Your task:
Reproduce the records below exactly as they are written.

Information supplied:
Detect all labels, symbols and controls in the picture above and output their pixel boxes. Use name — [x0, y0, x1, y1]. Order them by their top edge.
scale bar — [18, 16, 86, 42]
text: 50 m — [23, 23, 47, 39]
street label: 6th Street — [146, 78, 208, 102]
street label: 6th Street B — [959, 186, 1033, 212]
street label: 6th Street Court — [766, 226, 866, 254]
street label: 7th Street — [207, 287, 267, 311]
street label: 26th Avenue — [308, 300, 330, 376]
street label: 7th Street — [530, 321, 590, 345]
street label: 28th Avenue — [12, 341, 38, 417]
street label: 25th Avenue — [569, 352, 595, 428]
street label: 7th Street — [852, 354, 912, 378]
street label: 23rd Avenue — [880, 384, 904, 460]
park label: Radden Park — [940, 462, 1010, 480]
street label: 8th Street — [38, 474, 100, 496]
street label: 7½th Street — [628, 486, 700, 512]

Solution below:
Detect all labels, symbols and controls in the picture above and output their pixel boxes. Use name — [x0, y0, x1, y1]. Order them by their top edge.
scale bar — [18, 16, 86, 42]
text: 50 m — [23, 23, 47, 39]
street label: 6th Street — [146, 78, 208, 102]
street label: 6th Street B — [959, 186, 1033, 212]
street label: 6th Street Court — [766, 226, 866, 254]
street label: 7th Street — [207, 287, 267, 311]
street label: 26th Avenue — [308, 300, 330, 376]
street label: 7th Street — [530, 321, 590, 345]
street label: 28th Avenue — [12, 341, 38, 417]
street label: 25th Avenue — [569, 352, 595, 428]
street label: 7th Street — [852, 354, 912, 378]
street label: 23rd Avenue — [880, 384, 904, 460]
park label: Radden Park — [940, 462, 1010, 480]
street label: 8th Street — [38, 474, 100, 496]
street label: 7½th Street — [628, 486, 700, 512]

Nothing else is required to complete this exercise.